Refinishing Cabin Woodwork

Rick Lucas: Ping
Click on the images for a larger view.

The off-season is a time to work on systems and the cosmetics of a boat. I'd long thought the 25 year old finish on the interior wood was looking a little tired. Having sailed on a couple of Swans, I was taken with the warmth of the beautiful wood in the cabin. Although I knew that Ping would never look like a Swan, I thought that there must be something I could do to make the wood more attractive.

As far as I could tell, nothing had been done to the bulkhead teak plywood, cap rails and other wood belowdecks since the boat was originally commissioned. The color remained good, but the surface was dull and lifeless. Also, the cap rails running over the bulkheads between the saloon and galley/nav areas and those surrounding the openings to the head and v-berth were quite rough with grooves that didn't feel particularly good under the hand. Clearly, I wanted to improve this rather ratty appearance. I divided the project into two phases. The first involved the removable wood, with the second addressing the permanently installed pieces.
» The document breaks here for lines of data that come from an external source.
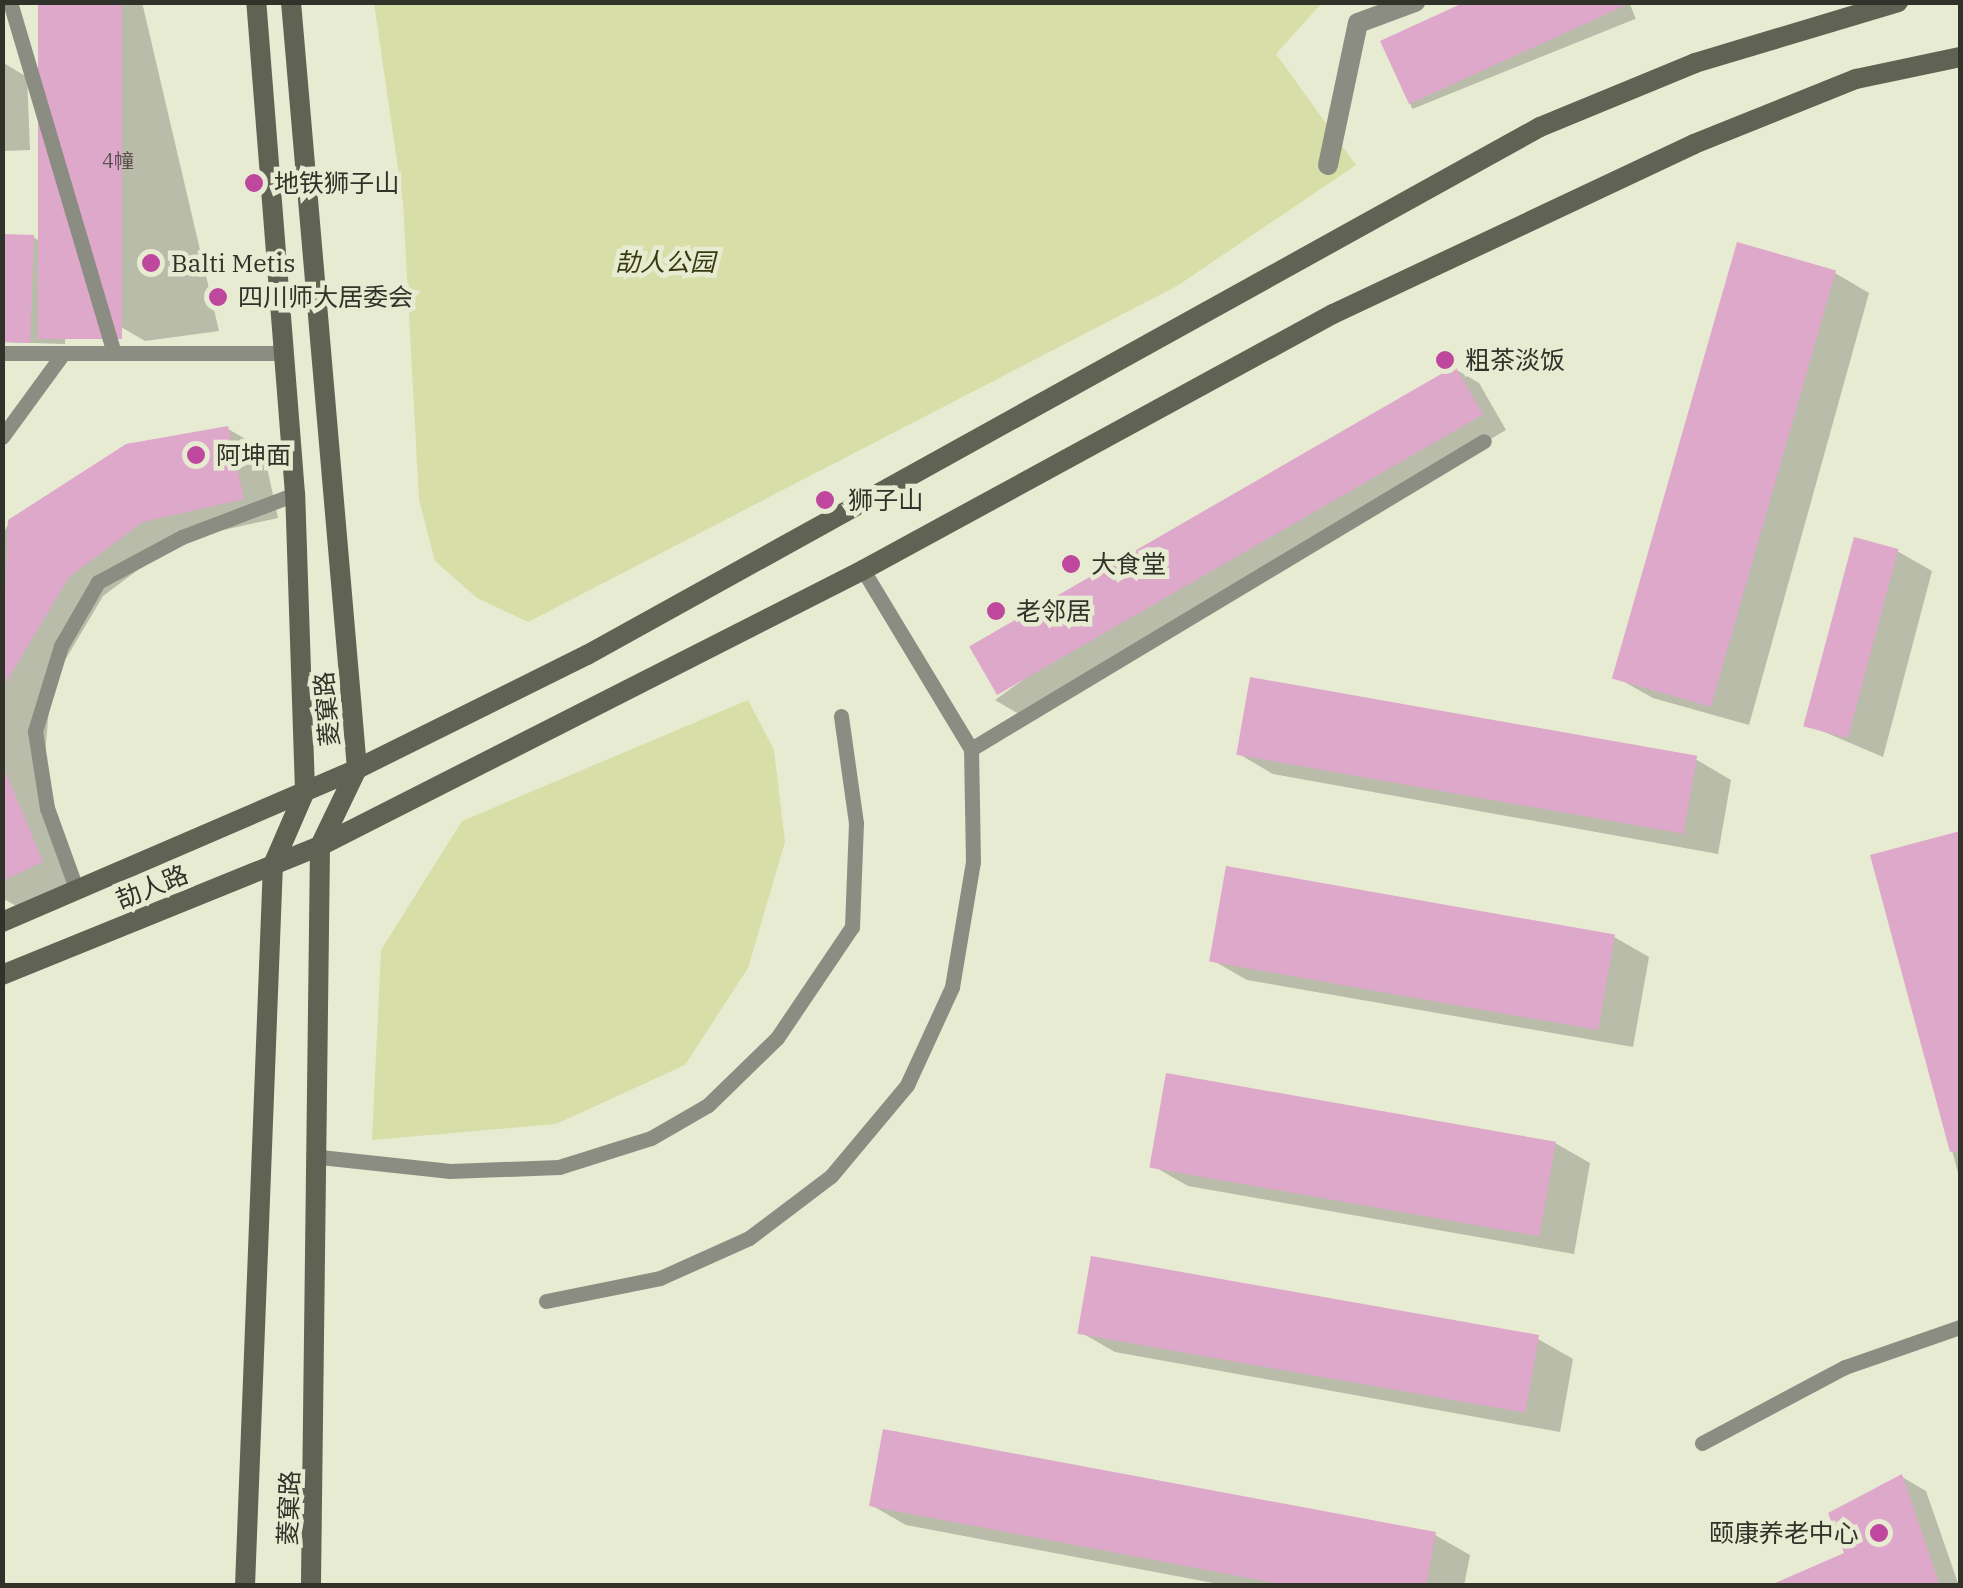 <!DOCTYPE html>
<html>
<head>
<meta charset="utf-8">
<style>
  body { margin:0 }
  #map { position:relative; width:1963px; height:1588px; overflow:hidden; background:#e7ebd2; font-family:"IBM Plex Serif","Noto Sans SC",serif }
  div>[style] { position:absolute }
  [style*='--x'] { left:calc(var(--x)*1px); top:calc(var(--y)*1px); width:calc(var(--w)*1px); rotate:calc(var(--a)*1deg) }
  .green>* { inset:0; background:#d8dea7 }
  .shadow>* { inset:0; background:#0003; transform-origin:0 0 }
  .building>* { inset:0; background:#dea8cb; transform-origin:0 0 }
  .lane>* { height:15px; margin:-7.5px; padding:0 7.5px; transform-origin:7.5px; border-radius:7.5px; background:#8b8d82 }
  .street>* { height:20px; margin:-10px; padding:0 10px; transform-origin:10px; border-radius:10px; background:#8b8d82 }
  .secondary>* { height:20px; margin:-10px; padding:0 10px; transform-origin:10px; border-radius:10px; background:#606253 }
  .dots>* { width:28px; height:28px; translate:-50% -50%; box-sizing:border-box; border:5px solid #e7ebd2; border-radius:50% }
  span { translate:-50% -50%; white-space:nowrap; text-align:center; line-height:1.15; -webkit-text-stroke:9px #e7ebd2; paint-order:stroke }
  .number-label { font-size:20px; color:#5c5052 }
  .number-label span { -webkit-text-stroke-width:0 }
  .poi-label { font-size:25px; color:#313229 }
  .left { translate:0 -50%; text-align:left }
  .right { translate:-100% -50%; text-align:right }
  .park-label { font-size:25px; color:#373a0d; font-style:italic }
  .street-label { font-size:25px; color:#313229 }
  .frame { position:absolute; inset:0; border:5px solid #313229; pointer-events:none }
</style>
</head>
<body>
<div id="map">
  <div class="green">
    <i style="clip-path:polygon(374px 3px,1322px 3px,1276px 54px,1356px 165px,1177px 286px,528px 622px,477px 598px,435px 561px,419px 500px,403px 203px)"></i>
    <i style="clip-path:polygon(748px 700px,774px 750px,785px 842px,748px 968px,685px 1065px,556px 1124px,372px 1140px,381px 950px,462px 821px)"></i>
  </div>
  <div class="shadow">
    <i style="clip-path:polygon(41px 2px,142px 2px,219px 331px,145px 341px,121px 327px)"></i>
    <i style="left:1629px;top:2px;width:18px;height:241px;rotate:68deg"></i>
    <i style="clip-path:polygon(2px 62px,27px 77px,30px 150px,2px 151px)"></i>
    <i style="clip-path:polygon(2px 237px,33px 237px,68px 257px,65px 344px,2px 342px)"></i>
    <i style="clip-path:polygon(1835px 273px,1869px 293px,1749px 725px,1653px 698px,1619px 679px)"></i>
    <i style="clip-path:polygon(1455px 369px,1479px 383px,1506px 430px,1019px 714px,995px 700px)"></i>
    <i style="clip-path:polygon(228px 429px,263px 449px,278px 518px,178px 540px,103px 596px,51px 684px,42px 791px,76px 881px,20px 908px,2px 898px,2px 535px,10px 522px)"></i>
    <i style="clip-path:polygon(1897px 551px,1932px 571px,1883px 757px,1808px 725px)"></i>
    <i style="clip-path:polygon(1239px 754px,1697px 760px,1731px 780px,1718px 854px,1273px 774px)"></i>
    <i style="clip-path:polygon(1960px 834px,1960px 1180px,1873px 857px)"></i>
    <i style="clip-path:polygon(1614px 937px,1649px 957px,1633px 1047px,1247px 980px,1212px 960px)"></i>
    <i style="clip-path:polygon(1555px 1143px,1590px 1163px,1574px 1254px,1188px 1186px,1153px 1166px)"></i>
    <i style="clip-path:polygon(1080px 1332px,1538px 1339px,1573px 1359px,1560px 1432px,1115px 1352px)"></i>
    <i style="clip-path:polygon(1902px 1477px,1926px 1491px,1959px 1586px,1774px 1586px,1848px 1554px)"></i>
    <i style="clip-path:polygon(871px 1505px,1435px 1535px,1470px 1555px,1464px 1586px,1229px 1586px,906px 1525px)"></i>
  </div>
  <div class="building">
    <i style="left:38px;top:2px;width:84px;height:337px"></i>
    <i style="clip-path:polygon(1465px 2px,1633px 2px,1409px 104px,1380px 41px)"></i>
    <i style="left:2px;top:234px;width:32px;height:108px;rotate:2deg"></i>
    <i style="left:1737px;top:242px;width:103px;height:454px;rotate:16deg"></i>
    <i style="left:1455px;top:366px;width:56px;height:561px;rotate:60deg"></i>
    <i style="clip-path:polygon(228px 426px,244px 499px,143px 522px,69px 577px,2px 689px,8px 520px,126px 444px)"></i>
    <i style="left:1854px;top:537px;width:46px;height:196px;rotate:15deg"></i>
    <i style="left:1250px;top:677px;width:454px;height:79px;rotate:10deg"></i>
    <i style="clip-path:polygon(2px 763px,43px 862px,2px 881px)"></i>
    <i style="clip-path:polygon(1960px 831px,1960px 1151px,1950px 1152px,1870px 855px)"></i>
    <i style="left:1226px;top:866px;width:395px;height:97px;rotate:10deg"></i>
    <i style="left:1166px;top:1073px;width:396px;height:96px;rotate:10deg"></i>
    <i style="left:1091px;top:1256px;width:455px;height:79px;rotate:10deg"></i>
    <i style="clip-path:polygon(883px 1429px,1436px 1532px,1426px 1586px,1291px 1586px,869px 1506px)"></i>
    <i style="clip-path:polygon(1902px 1474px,1940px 1586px,1768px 1586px,1844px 1553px,1828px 1513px)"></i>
  </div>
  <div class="lane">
    <i style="--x:10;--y:2;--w:366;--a:73.5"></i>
    <i style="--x:2;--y:353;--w:282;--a:0"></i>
    <i style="--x:2;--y:437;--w:102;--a:-53.8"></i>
    <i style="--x:863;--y:570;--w:209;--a:58.9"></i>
    <i style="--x:971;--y:749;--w:598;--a:-30.98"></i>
    <i style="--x:76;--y:888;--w:85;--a:-109.9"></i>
    <i style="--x:47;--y:808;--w:78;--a:-98.9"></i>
    <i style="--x:35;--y:731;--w:89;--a:-73"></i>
    <i style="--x:61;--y:646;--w:74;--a:-60"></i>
    <i style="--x:98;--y:582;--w:95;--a:-28.2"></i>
    <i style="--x:182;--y:537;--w:121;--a:-20.8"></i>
    <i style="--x:320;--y:1157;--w:131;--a:6.1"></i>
    <i style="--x:450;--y:1171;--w:109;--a:-2.1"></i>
    <i style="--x:559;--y:1167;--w:96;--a:-17.5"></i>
    <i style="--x:651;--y:1138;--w:66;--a:-30.1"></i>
    <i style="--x:708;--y:1105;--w:96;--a:-44.2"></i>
    <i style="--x:777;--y:1038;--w:134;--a:-56"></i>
    <i style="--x:852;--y:927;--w:104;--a:-87.8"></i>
    <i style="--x:856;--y:823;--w:108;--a:-98"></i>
    <i style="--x:546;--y:1301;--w:116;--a:-11.4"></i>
    <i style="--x:660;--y:1278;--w:98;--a:-24.2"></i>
    <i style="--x:749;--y:1238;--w:103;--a:-37.1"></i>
    <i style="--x:831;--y:1176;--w:119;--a:-50.1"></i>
    <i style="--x:907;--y:1085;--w:108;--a:-65.3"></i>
    <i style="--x:952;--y:987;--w:127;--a:-80.5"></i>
    <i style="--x:973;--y:862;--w:113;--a:-91"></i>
    <i style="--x:1702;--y:1443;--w:162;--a:-28"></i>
    <i style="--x:1845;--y:1367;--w:122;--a:-19.2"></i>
  </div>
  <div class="street">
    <i style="--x:1328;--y:165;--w:145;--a:-78.1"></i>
    <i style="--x:1358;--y:23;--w:61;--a:-20.2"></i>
  </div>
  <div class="secondary">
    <i style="--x:291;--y:2;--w:770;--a:85.08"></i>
    <i style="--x:357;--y:769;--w:85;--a:115.7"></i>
    <i style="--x:320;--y:846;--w:740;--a:90.7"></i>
    <i style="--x:2;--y:922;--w:387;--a:-23.3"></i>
    <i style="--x:357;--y:769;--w:257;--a:-26.4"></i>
    <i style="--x:587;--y:655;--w:1089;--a:-28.99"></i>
    <i style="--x:1540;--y:127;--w:168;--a:-22.4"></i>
    <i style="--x:1695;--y:63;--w:212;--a:-16.7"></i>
    <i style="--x:2;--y:975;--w:343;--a:-22.1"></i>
    <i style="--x:320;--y:846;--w:609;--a:-26.94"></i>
    <i style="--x:863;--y:570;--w:535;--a:-28.58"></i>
    <i style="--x:1333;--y:314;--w:399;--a:-25.2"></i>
    <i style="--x:1694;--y:144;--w:175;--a:-21.9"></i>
    <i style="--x:1856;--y:79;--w:106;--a:-11.9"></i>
    <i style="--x:245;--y:1586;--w:722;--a:-87.78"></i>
    <i style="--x:273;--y:865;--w:81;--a:-66.6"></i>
    <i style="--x:305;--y:791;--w:297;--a:-91.9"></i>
    <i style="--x:295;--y:494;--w:494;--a:-94.5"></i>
  </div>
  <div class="dots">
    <i style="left:254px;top:183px;background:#bf489e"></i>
    <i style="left:151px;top:263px;background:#bf489e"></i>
    <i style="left:218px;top:297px;background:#bf489e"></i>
    <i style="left:1445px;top:360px;background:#bf489e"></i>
    <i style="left:196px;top:455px;background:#bf489e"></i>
    <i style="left:825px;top:500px;background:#bf489e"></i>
    <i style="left:1071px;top:564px;background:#bf489e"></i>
    <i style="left:996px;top:611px;background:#bf489e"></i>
    <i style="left:1879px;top:1533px;background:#bf489e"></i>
  </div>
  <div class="number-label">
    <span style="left:118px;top:160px">4幢</span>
  </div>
  <div class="poi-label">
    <span class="left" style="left:274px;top:183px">地铁狮子山</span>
    <span class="left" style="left:171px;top:263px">Balti Metis</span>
    <span class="left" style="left:238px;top:297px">四川师大居委会</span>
    <span class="left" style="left:1465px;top:360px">粗茶淡饭</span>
    <span class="left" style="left:216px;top:455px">阿坤面</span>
    <span class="left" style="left:848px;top:500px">狮子山</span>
    <span class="left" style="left:1091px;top:564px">大食堂</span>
    <span class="left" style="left:1016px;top:611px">老邻居</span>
    <span class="right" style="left:1859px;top:1533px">颐康养老中心</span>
  </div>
  <div class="park-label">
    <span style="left:665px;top:262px">劼人公园</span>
  </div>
  <div class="street-label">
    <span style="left:327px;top:709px;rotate:-95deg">菱窠路</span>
    <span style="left:152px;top:887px;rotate:-22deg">劼人路</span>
    <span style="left:289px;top:1508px;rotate:-88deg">菱窠路</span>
  </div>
  <div class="frame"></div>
</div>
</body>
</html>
I removed all the fiddles, strips and cabinet faces (v-berth and head) that could be removed and took them home. I first patched any nicks and dings with colored filler. I ended up using mahogany filler as I couldn't find teak colored filler. I then used an orbital sander to smooth each piece as necessary, finishing up with 180 grit sandpaper on a sanding block. This left a smooth surface that exposes enough of the grain to keep it visually interesting. I applied three to five coats of Minwax semi-gloss spar urethane using a broad foam brush, sanding with 220 grit between each coat. The exception was the nav table top which got about eight or nine coats because I wanted it to be mirror smooth.

Once finished, I remounted all those bits and started working on the fixed wood. The procedure was much the same as with the other wood except I wanted to keep the dust down in the cabin, so I affixed the catch bag on the orbital sander. I started with 100 grit on the orbital and finished up with 180 on the sanding block. The application of the Minwax finish was the same as with the removable bits.

There were a few places where I wanted a thick and smooth protective finish. These were in the high traffic areas and places where one's hand might naturally fall. These included all the cap rails, the wood around the companionway and the nav table top. This required a little extra work. To each of these pieces, I applied at least six coats of finish to fill in the grain as I wanted it to look like the wood was encased within a finish, like a fossilized fly within amber. Once I'd built up enough depth, I started sanding the finish with 400 and 600 wet/dry to get it very smooth. From there, I used some car machine polish (applied by hand) from Griot's ( to knock the scruffiness off the finish. Regular rubbing and polishing compounds may have the same effect, but I'm not certain. An unintended consequence of this was that the finish was no longer semi-gloss, but that was OK. It set the pieces off against the rest of the wood.

NOTE: It's imperative that you have enough thickness in the finish before you get down to the final sanding and polishing otherwise you'll be polishing the raw wood... not good. To be safe, eight coats would be the best starting point for these pieces. Either that, or make absolutely sure that there's no raised grain left before you start applying the finish. Also, don't polish wood that still exposes the grain. The polish I used would not come out of the grain and left a slight white residue. I'm sure there's a way to get it out. I just haven't figured out how yet.

I finished the job off by filling in the gaps between the bulkheads and the interior liner with indoor/outdoor latex caulking (from Lowe's or "BOB") to cover the corners where a brush wouldn't reach to apply urethane. (You can sort of see it in the second picture from the top.) I always thought that joints looked a bit unfinished anyway, and a trip to this year's Long Beach boat show showed me that modern boat builders used this type of materials to fill the gaps. I masked off the wood and filled the gaps in. The good part of this is that if you mess up and it dries, it simply rubs off the wood, and more easily from the gelcoat.

One final thought. Polishing the urethane on the rails and other high-traffic areas leaves a finish that feels so good... well, it just feels really good. It's worth the extra effort.

Things I'd do differently: Not polish the wood with something that would leave a white residue in the grain.